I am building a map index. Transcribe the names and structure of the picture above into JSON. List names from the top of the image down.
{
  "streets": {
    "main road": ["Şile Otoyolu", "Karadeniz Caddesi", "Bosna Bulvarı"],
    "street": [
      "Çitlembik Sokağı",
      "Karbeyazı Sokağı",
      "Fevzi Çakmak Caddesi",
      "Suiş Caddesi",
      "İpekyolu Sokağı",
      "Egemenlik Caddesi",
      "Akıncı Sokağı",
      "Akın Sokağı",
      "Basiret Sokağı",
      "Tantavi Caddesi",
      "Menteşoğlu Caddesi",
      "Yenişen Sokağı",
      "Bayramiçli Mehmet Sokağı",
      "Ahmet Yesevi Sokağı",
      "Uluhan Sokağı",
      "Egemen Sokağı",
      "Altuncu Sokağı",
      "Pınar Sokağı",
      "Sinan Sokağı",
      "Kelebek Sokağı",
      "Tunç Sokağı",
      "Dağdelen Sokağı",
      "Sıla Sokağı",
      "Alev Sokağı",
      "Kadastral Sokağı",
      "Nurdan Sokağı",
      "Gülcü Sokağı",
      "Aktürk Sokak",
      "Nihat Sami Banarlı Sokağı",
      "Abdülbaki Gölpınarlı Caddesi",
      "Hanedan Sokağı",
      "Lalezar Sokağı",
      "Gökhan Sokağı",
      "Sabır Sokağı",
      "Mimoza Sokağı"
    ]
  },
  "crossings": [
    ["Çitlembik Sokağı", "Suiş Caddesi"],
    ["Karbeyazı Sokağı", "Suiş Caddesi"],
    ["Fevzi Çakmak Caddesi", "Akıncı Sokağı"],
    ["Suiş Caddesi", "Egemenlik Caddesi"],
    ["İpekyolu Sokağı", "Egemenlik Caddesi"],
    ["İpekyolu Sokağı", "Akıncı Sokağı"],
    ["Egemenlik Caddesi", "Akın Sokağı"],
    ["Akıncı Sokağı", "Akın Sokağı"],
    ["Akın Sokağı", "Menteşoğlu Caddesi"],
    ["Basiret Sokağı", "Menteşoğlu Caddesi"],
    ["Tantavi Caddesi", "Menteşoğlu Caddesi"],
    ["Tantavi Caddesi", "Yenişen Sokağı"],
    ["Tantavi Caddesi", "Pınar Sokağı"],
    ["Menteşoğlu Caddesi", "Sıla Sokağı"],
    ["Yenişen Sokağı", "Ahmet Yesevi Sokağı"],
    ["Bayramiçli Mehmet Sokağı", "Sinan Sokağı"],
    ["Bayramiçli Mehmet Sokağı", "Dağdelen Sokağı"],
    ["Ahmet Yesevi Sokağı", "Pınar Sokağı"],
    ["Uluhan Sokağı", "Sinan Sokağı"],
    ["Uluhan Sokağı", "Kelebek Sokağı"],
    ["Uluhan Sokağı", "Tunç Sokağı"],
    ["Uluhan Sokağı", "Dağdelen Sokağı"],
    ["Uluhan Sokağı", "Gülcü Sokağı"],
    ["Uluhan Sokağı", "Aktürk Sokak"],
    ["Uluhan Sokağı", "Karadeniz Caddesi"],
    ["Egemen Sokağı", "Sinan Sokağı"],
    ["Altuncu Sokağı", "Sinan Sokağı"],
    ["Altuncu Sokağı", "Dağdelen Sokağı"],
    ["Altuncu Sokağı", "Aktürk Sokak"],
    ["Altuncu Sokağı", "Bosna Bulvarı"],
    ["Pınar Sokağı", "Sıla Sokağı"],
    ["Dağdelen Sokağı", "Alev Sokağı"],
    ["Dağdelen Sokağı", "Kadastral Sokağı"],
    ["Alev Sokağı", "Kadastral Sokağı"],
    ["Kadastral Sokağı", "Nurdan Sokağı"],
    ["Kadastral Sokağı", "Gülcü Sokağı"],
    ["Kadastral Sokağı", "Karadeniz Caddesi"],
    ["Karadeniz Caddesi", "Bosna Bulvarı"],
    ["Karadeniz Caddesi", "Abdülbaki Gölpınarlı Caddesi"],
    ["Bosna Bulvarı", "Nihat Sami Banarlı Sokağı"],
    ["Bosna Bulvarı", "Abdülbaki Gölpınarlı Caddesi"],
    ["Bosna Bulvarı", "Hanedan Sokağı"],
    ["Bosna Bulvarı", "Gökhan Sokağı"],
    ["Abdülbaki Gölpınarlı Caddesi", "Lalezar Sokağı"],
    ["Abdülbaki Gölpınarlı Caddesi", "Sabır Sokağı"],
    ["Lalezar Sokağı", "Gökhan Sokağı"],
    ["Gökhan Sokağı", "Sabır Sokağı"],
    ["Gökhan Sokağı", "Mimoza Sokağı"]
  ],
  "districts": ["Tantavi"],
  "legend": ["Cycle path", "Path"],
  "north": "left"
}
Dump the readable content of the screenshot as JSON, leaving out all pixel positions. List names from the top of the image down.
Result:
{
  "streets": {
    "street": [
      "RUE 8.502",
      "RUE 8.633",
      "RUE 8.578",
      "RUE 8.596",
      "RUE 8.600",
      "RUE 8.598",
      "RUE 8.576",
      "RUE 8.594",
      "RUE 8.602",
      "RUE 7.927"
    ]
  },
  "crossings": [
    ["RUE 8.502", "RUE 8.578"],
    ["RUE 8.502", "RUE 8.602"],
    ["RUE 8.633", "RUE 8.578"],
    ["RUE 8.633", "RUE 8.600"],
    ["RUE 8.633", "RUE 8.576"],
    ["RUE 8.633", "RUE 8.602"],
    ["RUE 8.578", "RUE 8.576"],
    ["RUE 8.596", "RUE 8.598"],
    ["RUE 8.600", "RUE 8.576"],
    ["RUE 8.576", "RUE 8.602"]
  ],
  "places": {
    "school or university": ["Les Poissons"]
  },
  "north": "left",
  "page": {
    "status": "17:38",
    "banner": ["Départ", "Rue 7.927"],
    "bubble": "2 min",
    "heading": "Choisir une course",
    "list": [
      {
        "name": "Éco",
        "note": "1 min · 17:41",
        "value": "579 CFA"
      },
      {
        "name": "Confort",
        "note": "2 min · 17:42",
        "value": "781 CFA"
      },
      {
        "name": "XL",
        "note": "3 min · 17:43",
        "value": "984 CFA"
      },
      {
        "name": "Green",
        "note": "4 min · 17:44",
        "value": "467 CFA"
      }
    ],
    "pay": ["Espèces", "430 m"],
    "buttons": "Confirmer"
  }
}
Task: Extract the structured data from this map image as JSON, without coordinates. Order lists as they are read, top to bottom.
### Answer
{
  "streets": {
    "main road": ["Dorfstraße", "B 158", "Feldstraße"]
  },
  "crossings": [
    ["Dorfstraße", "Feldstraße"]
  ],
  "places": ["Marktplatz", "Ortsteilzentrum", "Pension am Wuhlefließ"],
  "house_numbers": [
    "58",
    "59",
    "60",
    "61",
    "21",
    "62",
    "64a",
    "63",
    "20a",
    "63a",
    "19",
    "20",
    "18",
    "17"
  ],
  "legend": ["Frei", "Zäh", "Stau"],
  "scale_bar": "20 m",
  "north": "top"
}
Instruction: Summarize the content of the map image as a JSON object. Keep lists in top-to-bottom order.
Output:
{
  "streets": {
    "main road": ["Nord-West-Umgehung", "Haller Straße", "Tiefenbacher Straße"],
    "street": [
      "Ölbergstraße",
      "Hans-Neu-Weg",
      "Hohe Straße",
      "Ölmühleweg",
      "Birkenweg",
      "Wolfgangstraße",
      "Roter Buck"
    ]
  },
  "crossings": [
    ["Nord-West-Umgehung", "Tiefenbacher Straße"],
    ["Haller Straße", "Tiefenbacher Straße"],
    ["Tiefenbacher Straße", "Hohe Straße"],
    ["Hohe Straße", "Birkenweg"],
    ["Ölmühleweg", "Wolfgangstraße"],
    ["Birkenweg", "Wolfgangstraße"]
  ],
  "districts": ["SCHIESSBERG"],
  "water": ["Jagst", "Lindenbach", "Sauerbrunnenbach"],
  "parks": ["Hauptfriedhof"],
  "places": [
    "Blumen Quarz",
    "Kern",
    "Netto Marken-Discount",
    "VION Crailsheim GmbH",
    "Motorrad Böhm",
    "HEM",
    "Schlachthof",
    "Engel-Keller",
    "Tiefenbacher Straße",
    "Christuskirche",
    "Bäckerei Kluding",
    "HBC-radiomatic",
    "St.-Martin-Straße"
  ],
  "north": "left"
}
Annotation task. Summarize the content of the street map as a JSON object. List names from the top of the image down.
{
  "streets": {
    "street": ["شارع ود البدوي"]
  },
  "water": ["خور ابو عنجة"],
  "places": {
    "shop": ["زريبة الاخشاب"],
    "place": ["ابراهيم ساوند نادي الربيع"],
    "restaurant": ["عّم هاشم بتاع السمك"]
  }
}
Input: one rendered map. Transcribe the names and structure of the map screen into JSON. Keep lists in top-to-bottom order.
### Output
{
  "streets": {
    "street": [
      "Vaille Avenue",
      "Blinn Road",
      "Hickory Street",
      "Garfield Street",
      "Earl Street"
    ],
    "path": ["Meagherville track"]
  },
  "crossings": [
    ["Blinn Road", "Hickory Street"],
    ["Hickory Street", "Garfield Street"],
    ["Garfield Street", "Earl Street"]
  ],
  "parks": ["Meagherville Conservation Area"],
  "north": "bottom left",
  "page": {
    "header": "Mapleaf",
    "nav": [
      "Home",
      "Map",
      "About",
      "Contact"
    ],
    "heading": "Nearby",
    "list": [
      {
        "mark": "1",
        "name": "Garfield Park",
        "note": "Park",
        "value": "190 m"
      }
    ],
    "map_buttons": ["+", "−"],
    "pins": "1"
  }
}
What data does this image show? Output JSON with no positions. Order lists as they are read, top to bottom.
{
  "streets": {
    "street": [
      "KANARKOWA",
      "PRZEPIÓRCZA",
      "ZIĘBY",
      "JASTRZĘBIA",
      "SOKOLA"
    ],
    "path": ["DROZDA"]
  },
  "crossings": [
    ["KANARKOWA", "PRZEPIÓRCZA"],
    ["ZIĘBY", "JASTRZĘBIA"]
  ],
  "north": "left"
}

- - -

**Try it**: In the records above, which lines hold the string "Aktürk"? Copy each one.

**Exercise result**:
      "Aktürk Sokak",
    ["Uluhan Sokağı", "Aktürk Sokak"],
    ["Altuncu Sokağı", "Aktürk Sokak"],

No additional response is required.